This isn’t your typical barn find. The 1957 Spohn DV-13 Convertible crossing the Bring a Trailer auction block represents something far rarer: the death rattle of German coachbuilding excellence.
At $25,000 and climbing, this red convertible tells a story spanning continents and decades. Hermann Spohn Karosseriebau once clothed Maybachs and Mercedes in gorgeous bodywork, and the craftsmanship behind this car is the kind you’d expect from most reliable classic cars ever made, with an enduring legacy.
By 1957, they were building wild customs for American GIs who wanted European craftsmanship wrapped around familiar Detroit iron. The typical Spohn coachbuilt Custom cost several thousand dollars, topping out at perhaps $7,000 in 1950s dollars—more than a year’s salary for the customer demographic of a USAF flyboy.
The DV-13 sits on a 1939 Ford chassis but packs heat from a 1953 Cadillac 331ci V8. That’s proper motivation, pushing through a Ford three-speed manual.
The combination sounds bizarre on paper, yet it perfectly captures post-war automotive culture. American GIs could sit in the Spohn offices and work out their unique design, which would be made real and fitted to their preferred chassis.
Spohn’s reputation wasn’t built on weird customs. Before the war, they were Germany’s answer to Pininfarina, creating streamlined masterpieces that predated American design trends by years.
Their 1931 Maybach Zeppelin bodies featured aerodynamic forms two years before Pierce-Arrow’s Silver Arrow concept. Nearly all Maybach chassis from the 1920s through the 1940s wore Spohn bodywork.
But war changes everything. When Josef Eiwanger Jr. took over after his father’s death, Spohn pivoted to serving American soldiers.
These weren’t subtle European grand tourers. GIs wanted flash, fins, and chrome. The DV-13 delivered all three with German precision.
The military shipped these cars back to the United States for free, making the custom coachwork economically attractive to servicemen. Most original cars were worth less than $500 by the time they reached Spohn’s shop.
Look past the theatrical styling and you’ll find legitimate craftsmanship. Spohn’s uncompromising goal was creating seamless steel bodywork—every piece of immobilized bodywork had no visible connection to the next, a great challenge when working in steel. And while this car may not be a top pick for a seasoned collector, its rarity and craftsmanship certainly make it a gearhead’s dream.

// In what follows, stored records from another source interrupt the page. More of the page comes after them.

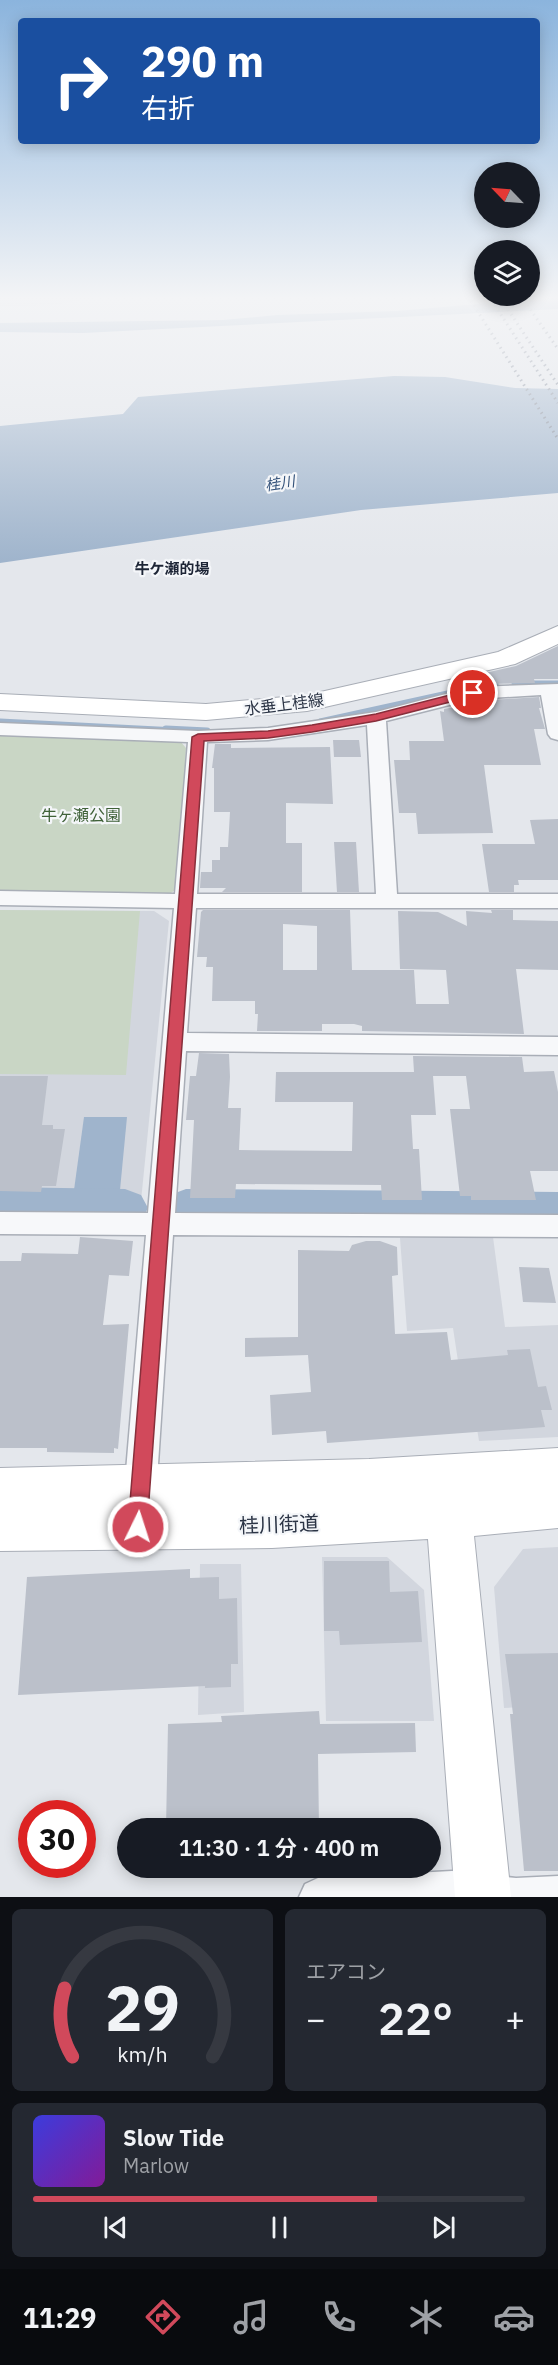 <!DOCTYPE html>
<html lang="ja">
<meta charset="utf-8">
<style>
body{margin:0;font-family:"IBM Plex Sans","Noto Sans JP",sans-serif;background:#242831;color:#f1f3f6;height:100vh;display:flex;flex-direction:column;font-size:22px;white-space:nowrap}
*{box-sizing:border-box;margin:0}
p{font-size:20px;color:#9ea1a6}
.icon{flex:none;width:33px;height:33px;fill:none;stroke:currentColor;stroke-width:2;stroke-linecap:round;stroke-linejoin:round}
.map{position:relative;height:1897px;overflow:hidden}
.drawer{display:flex;flex-direction:column;gap:12px;padding:12px;background:#0d0f14;flex:1}
.drawer>*{flex:none}
.top-card{position:absolute;left:18px;top:18px;width:522px;height:126px;border-radius:6px;box-shadow:0 3px 15px #0003;background:#1a4fa0;color:#fff;overflow:hidden}
.needle{width:39px;rotate:295deg}
.tools{position:absolute;left:474px;top:162px;display:grid;gap:12px}
.tools a{display:grid;place-items:center;width:66px;height:66px;border-radius:50%;background:#171b24;box-shadow:0 3px 15px #0003;font-size:30px}
.speed{position:absolute;left:18px;top:1800px;display:flex;gap:12px;font-size:30px;font-weight:700;text-align:center}
.speed>*{display:grid;place-content:center;width:78px;height:78px;border-radius:50%;background:#171b24;box-shadow:0 3px 15px #0003;line-height:1}
.speed .limit{border:9px solid #d22;background:#fff;color:#111}
.pin{position:absolute;display:grid;place-items:center;width:51px;height:51px;color:#fff;margin:-26px;border:3px solid #fff;border-radius:50%;box-shadow:0 2px 6px #0007}
.me{position:absolute;width:66px;margin:-33px;rotate:4deg;stroke-linejoin:round;filter:drop-shadow(0 0 4px #0008)}
.turn{display:flex;align-items:center;gap:21px;height:126px;padding:0 24px;font-size:27px}
.turn .icon{width:78px;height:78px;stroke-width:2.5}
.turn b{display:block;font-size:42px;line-height:51px}
.big{font-size:45px;font-weight:600;line-height:1.1}
.drawer .tile{flex:1;display:flex;flex-direction:column;justify-content:center;gap:9px;min-width:0;padding:0 21px;border-radius:9px;background:#242831}
.drawer .dial{align-items:center;gap:0}
.dial svg{height:156px;overflow:visible;fill:none;stroke:#363941;stroke-width:7;stroke-linecap:round;text-anchor:middle}
.dial text{fill:#f1f3f6;stroke:none}
.song{display:flex;align-items:center;gap:18px}
.cover{width:72px;height:72px;border-radius:9px;background:linear-gradient(135deg,hsl(240 70% 55%),hsl(290 70% 35%))}
.played{height:6px;border-radius:3px;background:linear-gradient(90deg,#d1495b 70%,#363941 70%)}
.keys{display:flex;justify-content:space-around;direction:ltr}
.heat{display:flex;justify-content:space-between;align-items:center;font-size:33px;direction:ltr}
.drawer .tiles{flex:1;display:grid;gap:12px;grid-template-columns:1fr 1fr}
.tile:last-child{grid-column:span 2}
.trip{position:absolute;left:117px;top:1818px;width:324px;height:60px;border-radius:30px;background:#171b24;box-shadow:0 3px 15px #0003;font-weight:600;line-height:60px;text-align:center}
.dock{display:flex;height:96px;justify-content:space-around;align-items:center;background:#090b0e;color:#9ea1a6}
.dock .icon{width:42px;height:42px}
.dock .current{color:#d1495b}
.dock b{font-size:27px;color:#f1f3f6}
.map>svg:first-child{display:block}
.built{fill:#d2d6de}
.green{fill:#c9d6c5}
.water{fill:#9fb4cc}
.lines{fill:none;stroke-linecap:round;stroke-linejoin:round}
.stream-far1{stroke:#9fb4cc;stroke-width:5}
.stream{stroke:#9fb4cc;stroke-width:7}
.river{fill:#9fb4cc;fill-rule:evenodd}
.building{fill:#bbc0ca;fill-rule:evenodd}
.street-casing{stroke:#a9aeb7;stroke-width:3}
.secondary-casing{stroke:#a9aeb7;stroke-width:2}
.street{fill:#f7f8fa;fill-rule:evenodd}
.secondary{fill:#fff;fill-rule:evenodd}
.rail{stroke:#7d8696;stroke-width:3;stroke-dasharray:1.5 4;stroke-linecap:butt}
.route{fill:#d1495b;stroke:#882f3b;stroke-width:1.5}
.labels{text-anchor:middle;dominant-baseline:central;stroke-width:4.5;stroke-linejoin:round;paint-order:stroke}
.far-water-label{font-size:15px;font-style:italic;fill:#34527a;stroke:#f4f6f9}
.far-neighbourhood-label{font-size:15px;font-weight:bold;fill:#1d2536;stroke:#f4f6f9}
.street-label{font-size:16px;fill:#2b3445;stroke:#f4f6f9}
.park-label{font-size:16px;fill:#3f6138;stroke:#f4f6f9}
.near-street-label{font-size:20px;fill:#2b3445;stroke:#f4f6f9}
</style>
<div class="map">
<svg width="558" height="1897" viewBox="0 0 558 1897">
<rect width="100%" height="100%" fill="#e4e7ec"/>
<!-- built -->
<g class="built">
<path d="M0,296H102L56,305L0,306Z"/>
<path d="M0,910L154,911L169,921L141,1201L0,1200Z"/>
<path d="M493,1237L505,1327L558,1325V1437L479,1441L472,1398L458,1361L453,1328L407,1331L400,1238Z"/>
<path d="M558,1547V1705L504,1708L494,1587L523,1549Z"/>
<path d="M322,1557H387L424,1590L434,1721H326Z"/>
<path d="M200,1564H241L244,1712L198,1715Z"/>
</g>
<!-- green -->
<g class="green">
<path d="M0,730L180,741L186,748L178,888L168,895L0,893Z"/>
<path d="M0,910L140,911L126,1075L0,1074Z"/>
</g>
<!-- water -->
<g class="water">
<path d="M558,297V309L83,333L0,332V323L223,320L277,315L397,311Z"/>
<path d="M394,376L445,377L515,388L558,389V493L361,510L0,563V426L123,414L138,397Z"/>
<path d="M84,1117H127L120,1190H74Z"/>
</g>
<g class="lines">
<!-- stream-far1 -->
<g class="stream-far1">
<path d="M514,683H558"/>
<path d="M469,688L496,684"/>
<path d="M0,721L197,731"/>
<path d="M320,721L452,692"/>
</g>
<!-- stream -->
<path class="stream" d="M166,729L207,731"/>
<!-- river -->
<g class="river">
<path d="M0,1187L125,1189L141,1195L148,1208L141,1221L125,1227L0,1225Z"/>
<path d="M186,1189L558,1192V1230L186,1227L170,1221L163,1208L170,1195Z"/>
</g>
</g>
<!-- building -->
<g class="building">
<path d="M558,646V679H534L535,683L486,684L485,673L516,666Z"/>
<path d="M539,697L541,708H539L545,729H534L541,765H484L493,833L418,834L416,813H399L394,760H410L409,741H444L440,711L444,712V709L474,704L473,701Z"/>
<path d="M333,740H359L361,757H334Z"/>
<path d="M215,744H231V748L330,747L333,804L286,803V843H302V892H222L226,888H200L201,872H212V860H220V847H228L230,812H214V768H212Z"/>
<path d="M558,819V880H518L519,885H514V892H489L482,844H535L530,820Z"/>
<path d="M334,842H356L359,892H337Z"/>
<path d="M203,910H350L352,970H414L416,1004H449L446,970L400,969L398,911L438,912L467,926L466,911L492,913L491,910H513V920L558,921V970L516,969L524,1034L362,1031V1026L354,1024H322V1031H257L258,1014H255V1001H212L213,967H206L207,957H197L201,912ZM283,924L317,926V970H283Z"/>
<path d="M199,1053L229,1054L230,1077L228,1108H241L239,1150L352,1151L353,1102H275L276,1072H414L413,1056L522,1057L524,1072L554,1071L558,1092V1171H530L536,1200H471V1196H460L450,1109H470L466,1076H433L436,1115H411L413,1149H419L422,1200H382L381,1185L236,1184L235,1198H190L194,1120H186L190,1076H196Z"/>
<path d="M0,1076H48L42,1125H53V1129H65L56,1186H42L41,1192L0,1191Z"/>
<path d="M80,1237L133,1241L129,1276L109,1275L103,1325L129,1324L118,1449L114,1448V1453L47,1452V1448H0V1261H21L22,1253L78,1254Z"/>
<path d="M366,1241H380L397,1247L398,1275L392,1276L395,1334L447,1332L451,1360L508,1355L507,1350L530,1349L538,1387L546,1386L552,1410H541L545,1427L327,1443L326,1431L272,1435L270,1395L311,1392L308,1355L245,1357V1338L298,1337V1250L349,1251L352,1245Z"/>
<path d="M519,1267L549,1268L556,1303L523,1302Z"/>
<path d="M324,1561H389L390,1592L418,1591L422,1642L340,1645L339,1631H324Z"/>
<path d="M190,1569V1578L219,1577V1599L237,1598L238,1664H231V1687L205,1688V1686L18,1695L27,1577Z"/>
<path d="M558,1653V1871H524L510,1714H513L505,1654Z"/>
<path d="M319,1711L320,1724L415,1723L416,1752L318,1754L319,1828H166L168,1724L222,1722L221,1716Z"/>
</g>
<g class="lines">
<defs>
<g id="street">
<path d="M558,684V740L551,738L548,734L541,695L473,699L386,721L397,894H558V908H196L187,1033L558,1037V1055L186,1051L175,1213L558,1215V1237L173,1235L156,1495L151,1506L140,1510L129,1506L124,1495L146,1235L0,1234V1212L148,1213L174,908L0,905V891L175,894L188,742L0,735V723L198,731L268,728L376,712L473,687ZM367,725L376,894H197L207,742L268,740Z"/>
<path d="M452,1871L516,1878L558,1876V1897H299L305,1884L318,1878Z"/>
</g>
<g id="secondary">
<path d="M558,626V644L515,664L307,711L206,720L0,710V694L206,704L307,695L498,652Z"/>
<path d="M558,1448V1528L474,1536L511,1897H455L428,1539L272,1548L0,1551V1468L369,1459Z"/>
</g>
</defs>
<!-- street casing -->
<use href="#street" class="street-casing"/>
<!-- secondary casing -->
<use href="#secondary" class="secondary-casing"/>
<!-- street -->
<use href="#street" class="street"/>
<!-- secondary -->
<use href="#secondary" class="secondary"/>
<!-- rail -->
<g class="rail">
<path d="M468,296L558,439"/>
<path d="M489,296L558,403"/>
<path d="M521,296L558,349"/>
<path d="M505,305L558,385"/>
</g>
</g>
<!-- sky -->
<linearGradient id="sky" x2="0" y2="1"><stop stop-color="#8bb4dd"/><stop offset="0.53" stop-color="#f3f4f6"/><stop offset="1" stop-color="#f3f4f6" stop-opacity="0"/></linearGradient>
<rect width="558" height="562" fill="url(#sky)"/>
<!-- route -->
<path class="route" d="M473,689L478,693L477,695L376,721L312,732L268,738L204,741L147,1527L144,1534L138,1536L131,1534L128,1527L192,737L198,734L268,731L312,725L376,714Z"/>
<g class="labels">
<!-- far-water labels -->
<g class="far-water-label">
<text transform="translate(280 483) rotate(-9)">桂川</text>
</g>
<!-- far-neighbourhood labels -->
<g class="far-neighbourhood-label">
<text x="172" y="568">牛ケ瀬的場</text>
</g>
<!-- street labels -->
<g class="street-label">
<text transform="translate(284 704) rotate(-7)">水垂上桂線</text>
</g>
<!-- park labels -->
<g class="park-label">
<text x="81" y="815">牛ヶ瀬公園</text>
</g>
<!-- near-street labels -->
<g class="near-street-label">
<text transform="translate(279 1524) rotate(-2)">桂川街道</text>
</g>
</g>
</svg>
<div class="tools">
<a><svg class="needle" viewBox="-14 -14 28 28"><path d="M0-13l5 13h-10z" fill="#e53935"/><path d="M0 13l5-13h-10z" fill="#9ea1a6"/></svg></a>
<a><svg class="icon" aria-label="layers" viewBox="0 0 24 24"><path d="M12 4l9 5-9 5-9-5zM3 14l9 5 9-5"/></svg></a>
</div>
<div class="speed"><div class="limit">30</div></div>
<div class="pin" style="left:473px;top:693px;background:#d93025"><svg class="icon" aria-label="arrive" viewBox="0 0 24 24"><path d="M6 21V4h12l-3 4 3 4H6"/></svg></div>
<svg class="me" style="left:138px;top:1527px" viewBox="-20 -20 40 40"><circle r="17" fill="#d1495b" stroke="#fff" stroke-width="3"/><path d="M0-11L8 9 0 5-8 9z" fill="#fff"/></svg>
<div class="trip">11:30 · 1 分 · 400 m</div>
<div class="top-card">
<div class="turn"><svg class="icon" aria-label="right" viewBox="0 0 24 24"><path d="M7 20v-9h11M14 6l5 5-5 5"/></svg><div><b>290 m</b>右折</div></div>
</div>
</div>
<section class="drawer">
<div class="tiles">
<div class="tile dial"><svg viewBox="0 0 100 80">
<path d="M14 69A42 42 0 1 1 86 69"/>
<path d="M14 69A42 42 0 0 1 10 34" stroke="#d1495b"/>
<text x="50" y="56" font-size="32" font-weight="700">29</text>
<text x="50" y="72" font-size="11">km/h</text>
</svg></div>
<div class="tile"><p>エアコン</p>
<div class="heat"><a>−</a><b class="big">22°</b><a>+</a></div>
</div>
<div class="tile">
<div class="song"><i class="cover"></i><div><b>Slow Tide</b><p>Marlow</p></div></div>
<div class="played"></div>
<div class="keys"><svg class="icon" aria-label="previous" viewBox="0 0 24 24"><path d="M18 5L8 12l10 7zM5 5v14"/></svg><svg class="icon" aria-label="pause" viewBox="0 0 24 24"><path d="M8 5v14M16 5v14"/></svg><svg class="icon" aria-label="next" viewBox="0 0 24 24"><path d="M6 5l10 7-10 7zM19 5v14"/></svg></div>
</div>
</div>
</section>
<nav class="dock">
<b>11:29</b>
<svg class="icon current" aria-label="directions" viewBox="0 0 24 24"><path d="M12 3l9 9-9 9-9-9zM9 14v-3h6M13 9l2 2-2 2"/></svg>
<svg class="icon" aria-label="music" viewBox="0 0 24 24"><path d="M9 18V5l10-2v13"/><circle cx="6" cy="18" r="3"/><circle cx="16" cy="16" r="3"/></svg>
<svg class="icon" aria-label="phone" viewBox="0 0 24 24"><path d="M5 4h4l2 5-3 2q2 4 5 5l2-3 5 2v4C11 20 4 13 5 4z"/></svg>
<svg class="icon" aria-label="climate" viewBox="0 0 24 24"><path d="M12 3v18M4 7l16 10M4 17L20 7"/></svg>
<svg class="icon" aria-label="car" viewBox="0 0 24 24"><path d="M5 17H2v-5l4-1 3-4h7l3 4 3 1v5h-3M9 17h6M6 11h13"/><circle cx="7" cy="17" r="2"/><circle cx="17" cy="17" r="2"/></svg>
</nav>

The steel bodywork shows Spohn’s traditional metalworking expertise, even if the design reflects American excess rather than German restraint. Triple fender portholes, staggered headlights, and those impossible tailfins were hand-formed by artisans who once shaped Hispano-Suiza bodies.
Spohn laid on the finest paint finishes in Europe—14 coats of lacquer were their standard, using nitrocellulose lacquer that’s been banned in the US for about 30 years.
Wayne Carini and Ralph Marano rescued this example from the Dezer Collection in 2012. It’s starred on Chasing Classic Cars and won the “most audacious exterior” award at Amelia Island.
That’s fitting recognition for a car representing automotive history’s strangest cultural collision. Today’s collector market shows median sale prices down 20 percent from 2022 highs, making rare specimens like this increasingly valuable.
The mechanical package stays conventional. Drum brakes at all four corners, solid axles, and transverse leaf springs mirror 1939 Ford engineering.
It probably accelerates better than it stops, but that’s period-correct for the era. Current market trends favor unique vehicles over mass-produced classics, as younger collectors seek distinctive alternatives to mainstream muscle cars.
This DV-13 is effectively automotive archaeology. Fewer than two dozen Spohn customs exist, making each survivor a crucial piece of coachbuilding history.
When Spohn closed in 1957, they took nearly four decades of German automotive artistry. At no reserve, this convertible offers collectors something genuinely unrepeatable.
You’re not buying transportation or even sensible investment potential. You’re acquiring the final gasp of European coachbuilding tradition wrapped in American dreams.